Core Concepts
The author introduces two algorithms for computing tight guarantees on the probabilistic robustness of Bayesian Neural Networks, demonstrating that their approach produces tighter bounds than the state-of-the-art sampling-based methods.
Abstract
The content discusses the challenges in verifying the robustness of Bayesian Neural Networks (BNNs) compared to standard Neural Networks. It introduces two new algorithms, Pure Iterative Expansion (PIE) and Gradient-guided Iterative Expansion (GIE), to compute tighter bounds on probabilistic robustness. These algorithms are evaluated against the state-of-the-art on benchmarks like MNIST and CIFAR10, showing significant improvements in computing bounds up to 40% tighter.

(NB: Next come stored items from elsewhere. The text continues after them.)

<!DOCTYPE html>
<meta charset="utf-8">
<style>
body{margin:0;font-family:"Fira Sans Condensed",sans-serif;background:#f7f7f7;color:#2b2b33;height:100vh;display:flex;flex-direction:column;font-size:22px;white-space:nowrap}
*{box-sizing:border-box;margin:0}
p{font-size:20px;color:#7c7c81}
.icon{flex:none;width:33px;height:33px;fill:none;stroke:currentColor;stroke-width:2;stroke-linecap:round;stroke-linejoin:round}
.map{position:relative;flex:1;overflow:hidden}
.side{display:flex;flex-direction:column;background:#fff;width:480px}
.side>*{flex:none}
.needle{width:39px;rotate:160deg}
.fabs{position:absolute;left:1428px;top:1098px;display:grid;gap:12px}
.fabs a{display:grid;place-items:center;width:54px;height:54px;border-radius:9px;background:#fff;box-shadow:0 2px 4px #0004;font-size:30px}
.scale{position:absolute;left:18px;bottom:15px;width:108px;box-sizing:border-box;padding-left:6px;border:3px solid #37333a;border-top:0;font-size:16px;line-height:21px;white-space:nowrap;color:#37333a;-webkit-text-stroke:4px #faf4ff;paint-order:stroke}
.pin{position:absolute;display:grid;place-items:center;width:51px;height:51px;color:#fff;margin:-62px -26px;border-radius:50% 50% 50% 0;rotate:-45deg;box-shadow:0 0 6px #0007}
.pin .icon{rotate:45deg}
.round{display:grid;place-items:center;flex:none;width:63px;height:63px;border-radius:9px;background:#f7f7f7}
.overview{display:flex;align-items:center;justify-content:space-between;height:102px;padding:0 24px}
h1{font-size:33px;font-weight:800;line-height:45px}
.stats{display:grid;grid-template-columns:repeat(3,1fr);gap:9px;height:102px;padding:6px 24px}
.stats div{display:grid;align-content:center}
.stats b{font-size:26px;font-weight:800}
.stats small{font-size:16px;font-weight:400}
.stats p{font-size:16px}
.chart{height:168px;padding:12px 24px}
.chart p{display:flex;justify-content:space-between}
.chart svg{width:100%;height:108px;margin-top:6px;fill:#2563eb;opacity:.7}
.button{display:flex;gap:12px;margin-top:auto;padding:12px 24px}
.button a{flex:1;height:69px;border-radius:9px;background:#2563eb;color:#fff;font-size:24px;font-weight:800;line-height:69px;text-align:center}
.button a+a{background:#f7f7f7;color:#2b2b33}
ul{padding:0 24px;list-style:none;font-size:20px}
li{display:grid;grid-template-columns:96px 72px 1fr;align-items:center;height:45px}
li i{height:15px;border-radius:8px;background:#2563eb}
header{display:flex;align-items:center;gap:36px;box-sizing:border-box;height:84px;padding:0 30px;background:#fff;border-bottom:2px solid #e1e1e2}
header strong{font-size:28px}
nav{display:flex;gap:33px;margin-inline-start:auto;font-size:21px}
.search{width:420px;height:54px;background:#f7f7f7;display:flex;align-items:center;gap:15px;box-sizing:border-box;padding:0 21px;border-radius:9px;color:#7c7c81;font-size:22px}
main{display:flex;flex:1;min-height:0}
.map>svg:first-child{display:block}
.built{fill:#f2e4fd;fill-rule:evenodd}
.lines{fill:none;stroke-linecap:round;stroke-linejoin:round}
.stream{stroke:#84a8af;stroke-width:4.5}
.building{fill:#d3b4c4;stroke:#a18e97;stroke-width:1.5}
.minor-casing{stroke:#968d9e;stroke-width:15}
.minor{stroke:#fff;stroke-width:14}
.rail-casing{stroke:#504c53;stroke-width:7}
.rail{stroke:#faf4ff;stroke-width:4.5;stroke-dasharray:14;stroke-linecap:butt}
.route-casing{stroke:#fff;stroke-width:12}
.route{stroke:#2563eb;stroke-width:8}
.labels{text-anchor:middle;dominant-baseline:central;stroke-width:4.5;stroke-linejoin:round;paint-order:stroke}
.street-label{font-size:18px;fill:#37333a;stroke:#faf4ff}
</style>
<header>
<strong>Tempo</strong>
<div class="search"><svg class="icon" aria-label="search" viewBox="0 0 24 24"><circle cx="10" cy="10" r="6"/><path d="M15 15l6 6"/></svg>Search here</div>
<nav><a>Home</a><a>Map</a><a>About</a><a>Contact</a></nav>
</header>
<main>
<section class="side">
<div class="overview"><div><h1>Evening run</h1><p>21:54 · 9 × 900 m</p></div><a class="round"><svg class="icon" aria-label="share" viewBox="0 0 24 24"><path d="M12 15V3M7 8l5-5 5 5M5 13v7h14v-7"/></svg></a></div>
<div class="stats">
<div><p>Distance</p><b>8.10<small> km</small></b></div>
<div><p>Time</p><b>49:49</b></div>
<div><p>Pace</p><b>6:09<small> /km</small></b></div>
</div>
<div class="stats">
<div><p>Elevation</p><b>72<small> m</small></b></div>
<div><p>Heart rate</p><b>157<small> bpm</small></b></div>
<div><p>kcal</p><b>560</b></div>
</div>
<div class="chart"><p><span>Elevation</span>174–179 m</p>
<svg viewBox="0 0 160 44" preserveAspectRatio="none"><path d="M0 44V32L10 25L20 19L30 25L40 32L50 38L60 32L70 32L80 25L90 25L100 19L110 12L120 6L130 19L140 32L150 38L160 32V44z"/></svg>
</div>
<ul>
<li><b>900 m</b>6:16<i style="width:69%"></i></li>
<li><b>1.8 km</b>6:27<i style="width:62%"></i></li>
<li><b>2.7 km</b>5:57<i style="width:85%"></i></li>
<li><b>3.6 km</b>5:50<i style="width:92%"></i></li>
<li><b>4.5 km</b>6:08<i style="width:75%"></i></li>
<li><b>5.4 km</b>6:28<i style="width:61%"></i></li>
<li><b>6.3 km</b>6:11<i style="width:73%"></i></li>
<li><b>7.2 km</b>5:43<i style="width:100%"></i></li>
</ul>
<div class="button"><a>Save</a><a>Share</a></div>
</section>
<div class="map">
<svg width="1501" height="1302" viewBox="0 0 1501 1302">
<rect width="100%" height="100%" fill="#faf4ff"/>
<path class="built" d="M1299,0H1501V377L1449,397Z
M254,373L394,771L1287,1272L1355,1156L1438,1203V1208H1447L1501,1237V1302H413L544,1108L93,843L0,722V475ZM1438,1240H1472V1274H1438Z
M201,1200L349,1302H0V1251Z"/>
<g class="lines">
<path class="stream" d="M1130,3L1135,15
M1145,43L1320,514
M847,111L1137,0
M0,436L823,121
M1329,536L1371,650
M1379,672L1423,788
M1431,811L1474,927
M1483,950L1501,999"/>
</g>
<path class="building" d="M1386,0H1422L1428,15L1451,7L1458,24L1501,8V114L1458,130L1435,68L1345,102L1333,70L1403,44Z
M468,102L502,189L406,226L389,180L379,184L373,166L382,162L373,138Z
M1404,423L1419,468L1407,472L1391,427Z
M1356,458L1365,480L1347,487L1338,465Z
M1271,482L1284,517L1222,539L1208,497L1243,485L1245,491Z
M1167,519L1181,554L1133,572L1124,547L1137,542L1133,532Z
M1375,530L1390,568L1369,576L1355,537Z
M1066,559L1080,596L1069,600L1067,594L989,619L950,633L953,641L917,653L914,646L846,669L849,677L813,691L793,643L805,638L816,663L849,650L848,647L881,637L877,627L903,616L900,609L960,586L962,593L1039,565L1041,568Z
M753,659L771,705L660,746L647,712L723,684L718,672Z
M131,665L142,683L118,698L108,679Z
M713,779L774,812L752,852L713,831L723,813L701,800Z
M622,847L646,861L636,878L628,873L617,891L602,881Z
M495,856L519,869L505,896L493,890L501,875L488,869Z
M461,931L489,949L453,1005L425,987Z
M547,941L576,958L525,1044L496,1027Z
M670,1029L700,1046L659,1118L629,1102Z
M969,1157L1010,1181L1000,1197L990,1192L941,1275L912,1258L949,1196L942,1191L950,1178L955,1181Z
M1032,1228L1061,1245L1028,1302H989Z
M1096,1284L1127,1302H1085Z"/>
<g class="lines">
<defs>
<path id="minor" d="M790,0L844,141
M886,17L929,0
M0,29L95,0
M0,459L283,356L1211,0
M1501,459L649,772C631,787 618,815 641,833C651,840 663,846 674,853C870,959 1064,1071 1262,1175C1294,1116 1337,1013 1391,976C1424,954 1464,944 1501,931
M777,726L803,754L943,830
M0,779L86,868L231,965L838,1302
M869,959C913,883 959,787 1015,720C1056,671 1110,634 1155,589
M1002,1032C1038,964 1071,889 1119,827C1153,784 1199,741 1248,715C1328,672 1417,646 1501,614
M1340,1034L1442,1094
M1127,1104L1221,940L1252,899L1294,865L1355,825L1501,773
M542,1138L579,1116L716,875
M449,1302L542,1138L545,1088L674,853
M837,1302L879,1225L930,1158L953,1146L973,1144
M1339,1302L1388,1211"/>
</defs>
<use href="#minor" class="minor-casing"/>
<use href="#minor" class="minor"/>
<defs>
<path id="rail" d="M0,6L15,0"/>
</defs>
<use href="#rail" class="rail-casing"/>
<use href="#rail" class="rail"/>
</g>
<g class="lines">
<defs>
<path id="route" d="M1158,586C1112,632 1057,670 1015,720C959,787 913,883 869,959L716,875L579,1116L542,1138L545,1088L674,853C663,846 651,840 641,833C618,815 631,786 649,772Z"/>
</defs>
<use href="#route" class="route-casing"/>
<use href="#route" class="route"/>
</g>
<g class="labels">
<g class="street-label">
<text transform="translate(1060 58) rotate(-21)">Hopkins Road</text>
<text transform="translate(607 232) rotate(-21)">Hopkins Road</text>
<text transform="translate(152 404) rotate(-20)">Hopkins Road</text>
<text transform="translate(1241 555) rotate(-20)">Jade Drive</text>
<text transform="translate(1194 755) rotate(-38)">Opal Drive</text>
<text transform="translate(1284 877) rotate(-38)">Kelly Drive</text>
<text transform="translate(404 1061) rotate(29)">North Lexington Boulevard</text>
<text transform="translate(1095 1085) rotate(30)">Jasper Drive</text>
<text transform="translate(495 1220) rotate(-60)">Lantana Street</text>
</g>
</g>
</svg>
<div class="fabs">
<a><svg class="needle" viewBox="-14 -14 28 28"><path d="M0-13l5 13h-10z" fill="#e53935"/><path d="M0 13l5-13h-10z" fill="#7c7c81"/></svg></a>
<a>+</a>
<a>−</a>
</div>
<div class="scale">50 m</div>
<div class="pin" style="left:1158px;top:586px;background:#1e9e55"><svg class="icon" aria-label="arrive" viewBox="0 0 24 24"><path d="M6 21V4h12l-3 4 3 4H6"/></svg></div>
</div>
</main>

The paper also includes a theoretical comparison, an ablation study on gradient-based scaling factors, and an analysis of the number of iterations required for meaningful lower bound approximations.
Stats
Computing bounds up to 40% tighter than SoA.
MNIST and CIFAR10 benchmarks used.
Lower bounds approximated using PIE and GIE algorithms.
Quotes
"Our algorithms efficiently search the parameters’ space for safe weights by using iterative expansion and the network’s gradient."
"We introduce two new algorithms that produce sound lower bounds on the probabilistic robustness of BNNs."